Multiple Sclerosis (MS) is one of the most common diseases of the central nervous system and more than 2.3 million people in the world currently have MS. Kiss Goodbye to MS is a global campaign aimed at raising funds for vital research and looking for a cure
The treatment of MS varies across the world and everyone who is suffering has a different diagnosis story and a different experience. MS is unpredictable and some people may not feel the effects for many years while others may be severely debilitated quickly.
Liane lives in London and was diagnosed in 2018, she got diagnosed within a week. Desiré lives in California and was diagnosed 10 years earlier in 2008, her diagnosis took almost 4 months. Initial symptoms that lead Liane to seek medical help at her local practice and then A&E was blurred eyesight along with loss of balance and weakness on the left side. Desiré visited ER every single day for a month when she was suffering from numbness across her body and it was only at the peak of her symptoms that she got referred to a specialist but still did not result in a diagnosis.
For both of these women being told they had MS was a shock and neither had a strong knowledge of what MS was or would mean for them. Desiré recalls “one of the hardest parts of my diagnosis was that I could barely find anyone to connect with, it was impossible to find anyone my age who had MS too, I felt so alone”. Liane found information online following an uninformative diagnosis from a junior doctor, “luckily the MS Society website was very helpful”. Despite the initial blow and sadness at the diagnosis of a life-changing disease, both women bravely thought about how they could inform their networks, spread awareness and raise money to go towards finding a cure.
Liane set up a Facebook fundraiser for her birthday and asked friends and family to raise money for Kiss Goodbye to MS. Liane found that “when I told my friends and family using my Facebook fundraiser, there was a lot of shocked responses but a lot of support”. Desiré discovered support networks that continue to grow when sharing her diagnosis through social media. One of the main reasons Desiré is vocal about her story is that she believes the conversation has to start somewhere, bravely she is okay with sharing her story with everyone. Desiré declares “I want to be the resource I saw was lacking when I got my MS diagnosis”.

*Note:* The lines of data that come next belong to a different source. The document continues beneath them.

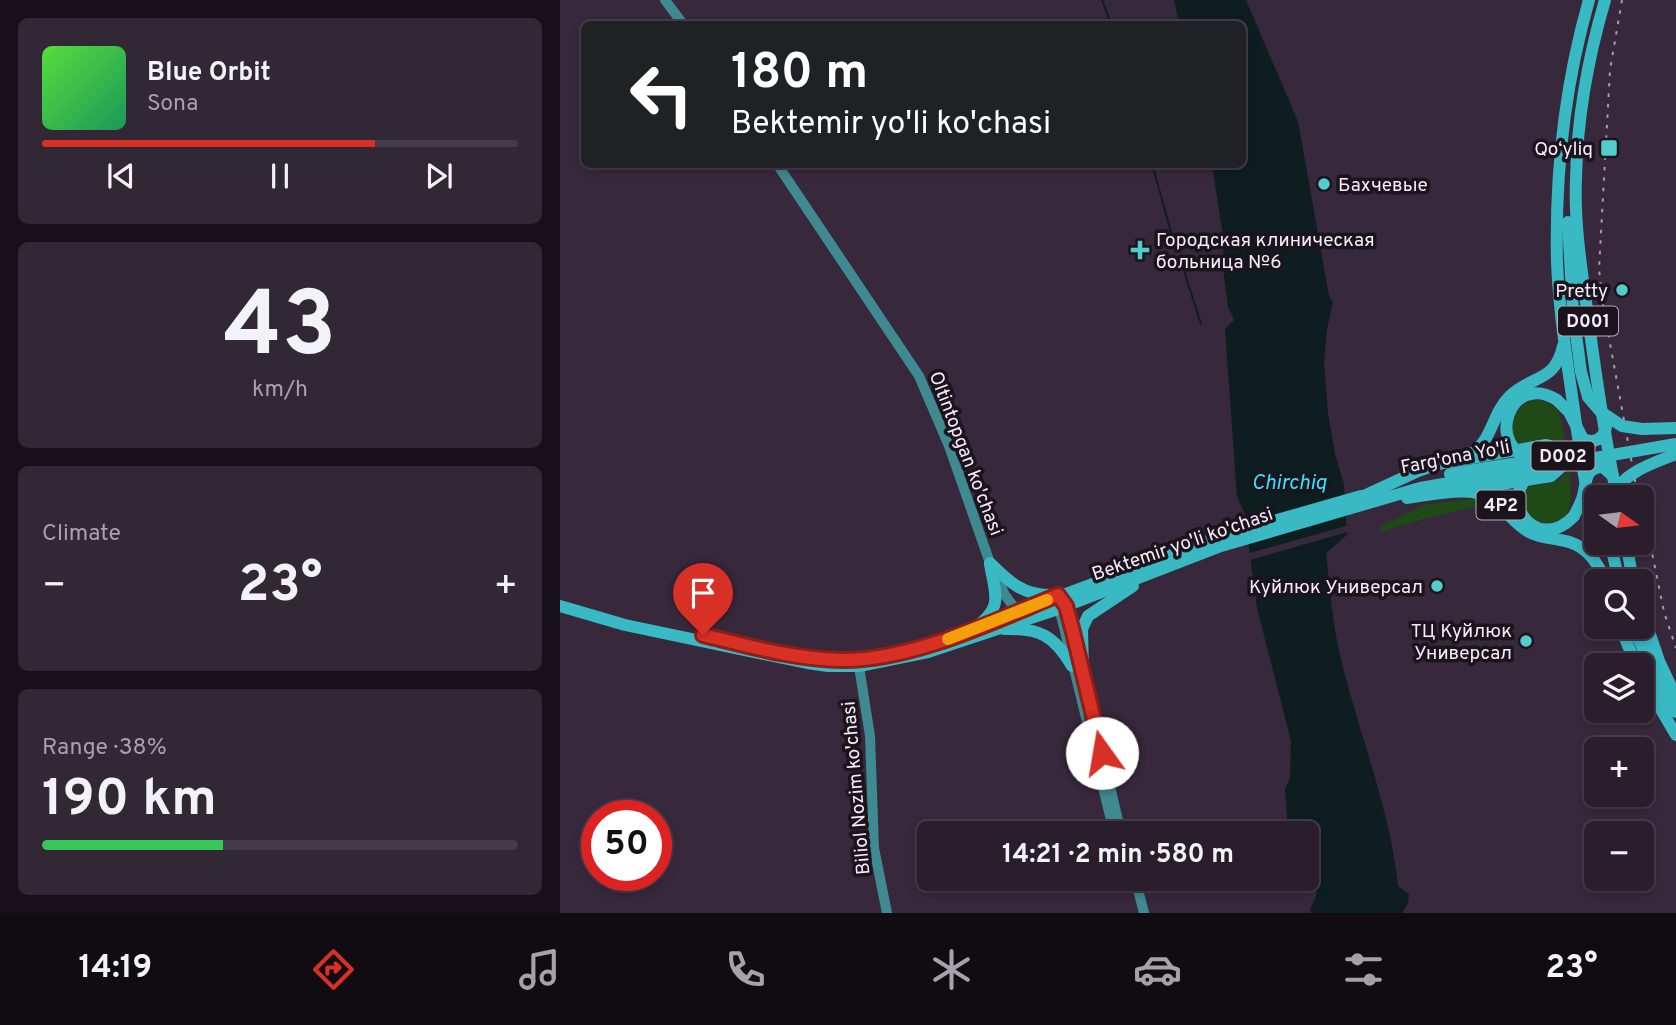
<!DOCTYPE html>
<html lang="en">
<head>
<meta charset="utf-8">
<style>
  :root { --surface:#2a1e2d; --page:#322735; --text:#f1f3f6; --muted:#a5a2aa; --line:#463c49; --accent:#d93025 }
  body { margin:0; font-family:Overpass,sans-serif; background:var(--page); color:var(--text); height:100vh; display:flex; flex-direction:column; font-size:26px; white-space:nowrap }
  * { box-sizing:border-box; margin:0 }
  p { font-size:23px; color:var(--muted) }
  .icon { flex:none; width:38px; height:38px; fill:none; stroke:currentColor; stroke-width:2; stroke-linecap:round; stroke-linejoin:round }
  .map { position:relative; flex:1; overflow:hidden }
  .side { display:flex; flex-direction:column; gap:18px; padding:18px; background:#171019; width:560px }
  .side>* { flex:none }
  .top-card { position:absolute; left:21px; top:21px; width:665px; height:147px; border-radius:10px; box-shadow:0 4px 10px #0003,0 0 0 2px var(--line); background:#202124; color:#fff; overflow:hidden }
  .needle { width:46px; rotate:104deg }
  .buttons { position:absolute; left:1024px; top:485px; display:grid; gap:14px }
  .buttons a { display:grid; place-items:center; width:70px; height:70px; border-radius:10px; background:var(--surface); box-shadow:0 4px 10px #0003,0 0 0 2px var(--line); font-size:35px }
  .speed { position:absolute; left:21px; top:800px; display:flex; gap:14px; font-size:35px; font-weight:700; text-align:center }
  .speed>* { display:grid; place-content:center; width:91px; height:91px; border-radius:50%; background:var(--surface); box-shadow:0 4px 10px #0003,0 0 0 2px var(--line); line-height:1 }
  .speed .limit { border:10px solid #d22; background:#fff; color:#111 }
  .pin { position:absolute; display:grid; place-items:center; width:60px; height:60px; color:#fff; margin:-72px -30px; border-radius:50% 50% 50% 0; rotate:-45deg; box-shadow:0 0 7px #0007 }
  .pin .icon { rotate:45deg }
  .me { position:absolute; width:77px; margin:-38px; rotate:347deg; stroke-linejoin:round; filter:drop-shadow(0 0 5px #0008) }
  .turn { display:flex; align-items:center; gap:24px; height:147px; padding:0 35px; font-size:32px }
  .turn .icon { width:91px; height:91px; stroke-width:2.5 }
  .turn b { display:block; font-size:49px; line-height:60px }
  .big { font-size:52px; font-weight:700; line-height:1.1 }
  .side .tile { flex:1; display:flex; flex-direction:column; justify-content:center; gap:10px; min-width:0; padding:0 24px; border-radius:10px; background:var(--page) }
  .side .dial { align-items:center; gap:0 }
  .dial b { font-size:91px; line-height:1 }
  .song { display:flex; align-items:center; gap:21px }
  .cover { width:84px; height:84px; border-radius:10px; background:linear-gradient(135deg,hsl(110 70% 55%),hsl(150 70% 35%)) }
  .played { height:7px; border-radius:4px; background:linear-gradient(90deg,var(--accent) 70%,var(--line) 70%) }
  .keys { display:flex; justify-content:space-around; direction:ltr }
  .heat { display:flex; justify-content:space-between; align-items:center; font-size:38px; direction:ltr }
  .charge { height:10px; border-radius:5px; background:linear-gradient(90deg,#34c759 38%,var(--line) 0) }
  .trip { position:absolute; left:357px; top:821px; width:402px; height:70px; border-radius:10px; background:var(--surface); box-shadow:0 4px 10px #0003,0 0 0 2px var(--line); font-weight:700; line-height:70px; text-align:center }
  .tabs { display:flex; height:112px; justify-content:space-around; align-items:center; background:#110c12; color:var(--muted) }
  .tabs .icon { width:49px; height:49px }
  .tabs .active { color:var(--accent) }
  .tabs b { font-size:32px; color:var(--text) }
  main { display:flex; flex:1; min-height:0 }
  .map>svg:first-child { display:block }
  .green { fill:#1f4a18 }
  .water { fill:#0d1d20 }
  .pier { fill:#38283c }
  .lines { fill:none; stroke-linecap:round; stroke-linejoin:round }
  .stream { stroke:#0d1d20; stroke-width:2 }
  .secondary { stroke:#3f8a90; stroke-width:10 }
  .highway { stroke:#38b9c4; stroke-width:12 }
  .rail { stroke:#a79aaa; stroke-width:2; stroke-dasharray:3.5 7; stroke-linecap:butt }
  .highway-bridge { stroke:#38b9c4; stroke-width:12 }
  .route-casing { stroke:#8d1f18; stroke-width:18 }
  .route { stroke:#d93025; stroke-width:12 }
  .slow { stroke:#f59e0b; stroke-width:12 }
  .poi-dot { fill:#53cdca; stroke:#1b141d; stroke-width:2.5 }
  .labels { text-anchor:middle; stroke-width:7; stroke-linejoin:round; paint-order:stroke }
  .shield { fill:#1b141d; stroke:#b4aab7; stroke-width:2 }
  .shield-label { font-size:18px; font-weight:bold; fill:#f6ebf9 }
  .poi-label { font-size:19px; fill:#f6ebf9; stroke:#1b141d; text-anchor:end }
  .street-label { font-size:19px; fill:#f6ebf9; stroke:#1b141d }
  .water-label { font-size:21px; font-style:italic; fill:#2ee6ff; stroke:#1b141d }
</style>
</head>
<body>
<main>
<section class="side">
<div class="tile">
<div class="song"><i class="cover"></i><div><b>Blue Orbit</b><p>Sona</p></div></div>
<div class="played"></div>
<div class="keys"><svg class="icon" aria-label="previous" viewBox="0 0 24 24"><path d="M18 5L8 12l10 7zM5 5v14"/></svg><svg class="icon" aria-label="pause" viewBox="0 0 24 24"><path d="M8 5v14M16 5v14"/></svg><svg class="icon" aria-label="next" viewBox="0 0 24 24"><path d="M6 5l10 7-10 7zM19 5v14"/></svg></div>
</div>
<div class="tile dial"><b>43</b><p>km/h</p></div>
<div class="tile"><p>Climate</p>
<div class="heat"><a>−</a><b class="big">23°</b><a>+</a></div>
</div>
<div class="tile"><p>Range · 38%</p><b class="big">190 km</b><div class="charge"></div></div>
</section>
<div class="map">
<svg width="1116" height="913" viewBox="0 0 1116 913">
  <rect width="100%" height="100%" fill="#38283c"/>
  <!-- green -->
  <g class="green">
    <path d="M971,400C1002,400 1002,419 1005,445L989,439L957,444C947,426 954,410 971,400Z"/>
    <path d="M1009,470C1014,501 1013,538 970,518L963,501L966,488L999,480Z"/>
    <polygon points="917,498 918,506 863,519 821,532 820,527 863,505"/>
  </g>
  <!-- water -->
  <path class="water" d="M614,0H686L738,121L769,296L773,303L767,329L764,361L768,413L775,454L784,484L787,535L766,553C770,587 772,622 780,655C798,732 830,807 838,886L849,894L848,903L842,913H752L750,910L757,893L753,879L747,876V833H728L725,789L730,778L731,741L697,608L684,512L677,497L665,329L674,320L668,307L664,277L663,236L652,165L682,164V24H619Z"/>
  <!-- pier -->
  <polygon class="pier" points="790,525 791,531 687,561 686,554"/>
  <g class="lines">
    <!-- stream -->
    <g class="stream">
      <polyline points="542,0 551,24"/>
      <polyline points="592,164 616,250"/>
      <polyline points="624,271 641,324"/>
    </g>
    <!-- secondary -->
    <g class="secondary">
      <polyline points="105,0 123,24"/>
      <polyline points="217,164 359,376 389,446 430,563 445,595 461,617"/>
      <polyline points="502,601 506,606 519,653"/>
      <polyline points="498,603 550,816"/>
      <polyline points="298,660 310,736 314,848 327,913"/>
      <polyline points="522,668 561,833"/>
      <polyline points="575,878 584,913"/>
    </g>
    <!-- highway -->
    <g class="highway">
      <path d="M1029,0C1005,84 995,175 997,262C999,312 1007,361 1014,410C1020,452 1026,494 1036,536"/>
      <path d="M1045,0C1028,58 1017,118 1016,179C1014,225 1022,272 1028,317C1036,377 1045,438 1057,497"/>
      <path d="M997,400L1009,412L1023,439C1034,444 1044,439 1046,427"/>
      <path d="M907,457C934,441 930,416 950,396C971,375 995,383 1003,346"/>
      <path d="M806,495L858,471L878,464L986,445C999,447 1003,456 1000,468L991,476L904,490"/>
      <path d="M847,498C865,495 901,488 917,493C941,499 949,521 969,532C978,537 989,538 1000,540C1025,543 1036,560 1046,581"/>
      <path d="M1014,516C1017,510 1020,505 1022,499C1027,485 1023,467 1043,467L1053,476"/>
      <polyline points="1050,542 1059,581"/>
      <polyline points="1066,542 1073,581"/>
      <path d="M430,563C449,582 463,595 490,595"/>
      <polyline points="0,606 65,625 247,663 268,666 299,666 368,652 498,609 661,546 860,488 983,467"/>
      <polyline points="1082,611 1099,661 1116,697"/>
      <polyline points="431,622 658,537 801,496"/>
      <polyline points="1060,626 1076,665"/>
      <polyline points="1073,626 1097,681 1116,712"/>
      <path d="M416,627C444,607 435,594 430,564"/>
      <path d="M444,629C479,628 494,635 512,666"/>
      <polyline points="523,672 522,629 528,616 573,586"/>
      <polyline points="1082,677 1116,735"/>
    </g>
    <!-- rail -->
    <g class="rail">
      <polyline points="1062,0 1050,70 1039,269 1043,305 1078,497"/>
      <polyline points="1082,503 1104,612 1116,648"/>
    </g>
    <!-- highway-bridge -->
    <g class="highway-bridge">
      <polyline points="1008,222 1013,312 1021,372 1028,397 1041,412 1062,426 1082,429 1116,428"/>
      <path d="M974,459C923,449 950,370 997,400"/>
      <polyline points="890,474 995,457"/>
      <path d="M1051,497C1064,472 1091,464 1116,454"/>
      <path d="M1014,516C975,558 928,491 983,467L1116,444"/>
    </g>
  </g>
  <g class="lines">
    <!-- route casing -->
    <g class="route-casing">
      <path id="route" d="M143,635C189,646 237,660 284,660C353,660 434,621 498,595L506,606L513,632L542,753"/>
    </g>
    <!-- route -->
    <use href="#route" class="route"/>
    <!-- slow -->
    <polyline class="slow" points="388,639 487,600"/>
  </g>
  <!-- markers -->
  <g class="poi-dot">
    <rect x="1040" y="139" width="18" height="18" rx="3.5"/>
    <circle cx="764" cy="184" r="7"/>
    <path d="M576.5 239.5h7v7h7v7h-7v7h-7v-7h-7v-7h7z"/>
    <circle cx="1062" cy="290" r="7"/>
    <circle cx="877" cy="586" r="7"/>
    <circle cx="966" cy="641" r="7"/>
  </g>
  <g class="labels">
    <!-- shield labels -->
    <g class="shield">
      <rect x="998" y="306.5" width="60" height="29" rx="5"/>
      <rect x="971.5" y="441.5" width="63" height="29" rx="5"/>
      <rect x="916.5" y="490.5" width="49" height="29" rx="5"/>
    </g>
    <g class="shield-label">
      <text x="1028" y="327">D001</text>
      <text x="1003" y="462">D002</text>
      <text x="941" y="511">4P2</text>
    </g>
    <!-- poi labels -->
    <g class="poi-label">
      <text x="1033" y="155">Qo‘yliq</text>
      <text x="778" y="191" text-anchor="start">Бахчевые</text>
      <text x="596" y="246" text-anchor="start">Городская клиническая<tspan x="596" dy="22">больница №6</tspan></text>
      <text x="1048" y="297">Pretty</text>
      <text x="863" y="593">Куйлюк Универсал</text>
      <text x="952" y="637">ТЦ Куйлюк<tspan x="952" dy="22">Универсал</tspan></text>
    </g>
    <!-- street labels -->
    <g class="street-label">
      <text transform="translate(407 453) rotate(69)" y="7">Oltintopgan ko'chasi</text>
      <text transform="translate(895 456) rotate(-11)" y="7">Farg'ona Yo'li</text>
      <text transform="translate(622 543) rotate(-19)" y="7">Bektemir yo'li ko'chasi</text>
      <text transform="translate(295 788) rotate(-95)" y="7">Biliol Nozim ko'chasi</text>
    </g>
    <!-- water labels -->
    <g class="water-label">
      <text x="729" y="489">Chirchiq</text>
    </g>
  </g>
</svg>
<div class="buttons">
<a><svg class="needle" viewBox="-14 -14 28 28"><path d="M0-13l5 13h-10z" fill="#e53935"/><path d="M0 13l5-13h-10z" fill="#a5a2aa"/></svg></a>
<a><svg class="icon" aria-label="search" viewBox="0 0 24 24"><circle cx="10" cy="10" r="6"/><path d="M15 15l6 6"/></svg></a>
<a><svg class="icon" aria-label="layers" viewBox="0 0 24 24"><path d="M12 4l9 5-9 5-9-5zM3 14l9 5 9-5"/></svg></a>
<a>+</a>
<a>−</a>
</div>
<div class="speed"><div class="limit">50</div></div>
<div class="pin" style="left:143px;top:635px;background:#d93025"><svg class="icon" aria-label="arrive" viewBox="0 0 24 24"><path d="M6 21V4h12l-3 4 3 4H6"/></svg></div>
<svg class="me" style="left:542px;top:753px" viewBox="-20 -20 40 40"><circle r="19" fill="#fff"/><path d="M0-13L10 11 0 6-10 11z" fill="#d93025"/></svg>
<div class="trip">14:21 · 2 min · 580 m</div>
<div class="top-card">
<div class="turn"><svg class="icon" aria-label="left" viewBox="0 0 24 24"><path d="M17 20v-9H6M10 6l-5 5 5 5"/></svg><div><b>180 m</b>Bektemir yo'li ko'chasi</div></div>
</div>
</div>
</main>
<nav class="tabs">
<b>14:19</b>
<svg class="icon active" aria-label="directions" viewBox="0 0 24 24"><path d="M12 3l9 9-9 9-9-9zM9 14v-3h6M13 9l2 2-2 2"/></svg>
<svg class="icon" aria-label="music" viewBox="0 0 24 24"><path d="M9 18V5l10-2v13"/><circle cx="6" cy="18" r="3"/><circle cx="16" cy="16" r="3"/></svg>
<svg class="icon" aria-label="phone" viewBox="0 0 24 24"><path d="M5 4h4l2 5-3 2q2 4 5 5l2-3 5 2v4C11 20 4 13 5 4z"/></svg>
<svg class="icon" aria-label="climate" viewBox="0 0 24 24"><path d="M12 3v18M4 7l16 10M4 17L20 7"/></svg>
<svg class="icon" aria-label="car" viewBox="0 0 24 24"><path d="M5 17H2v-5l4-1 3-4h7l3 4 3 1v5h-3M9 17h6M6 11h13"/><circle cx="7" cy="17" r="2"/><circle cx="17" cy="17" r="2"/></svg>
<svg class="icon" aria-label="filters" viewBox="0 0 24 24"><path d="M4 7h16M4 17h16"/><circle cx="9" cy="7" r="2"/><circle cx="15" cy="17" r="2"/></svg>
<b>23°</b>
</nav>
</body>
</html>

Both women are young and face judgement due to their invisible disease and their need for extra support. Liane opened up about facing criticism and hostility from people when using a wheelchair which makes her dread the day she needs a Blue Badge as she knows she will have to deal with comments and stares. Desiré talks of her struggles “we are often fighting a silent daily battle with our bodies, and because those battles are invisible it is hard to get people to listen to us”.
Desiré and Liane have different stories from different countries about how they got diagnosed but both women have talked about the struggle to come to terms with their diagnosis and feel grief, distress and vulnerability due to MS. Desiré describes the grief, “for most of us living with MS are dealing with the grief over what we feel we have lost, the life we could have had without MS, and I don’t think that ever goes away”. Despite being in different countries that part of their story is similar, what is also similar is their passion to be strong, honest ambassadors for Kiss Goodbye to MS.
Both women are incredibly brave and determined and have shared their stories as a way to spread awareness of MS through the global Kiss Goodbye to MS campaign. Kiss Goodbye to MS is a global campaign with 13 countries raising money to fund research into the causes of the disease and to hopefully find a cure. The campaign also funds access to treatment which can have a dramatic effect on countries where treatments are not readily available or affordable. In May countries around the world are uniting to raise funds to cure MS and show the world they are united by this cause.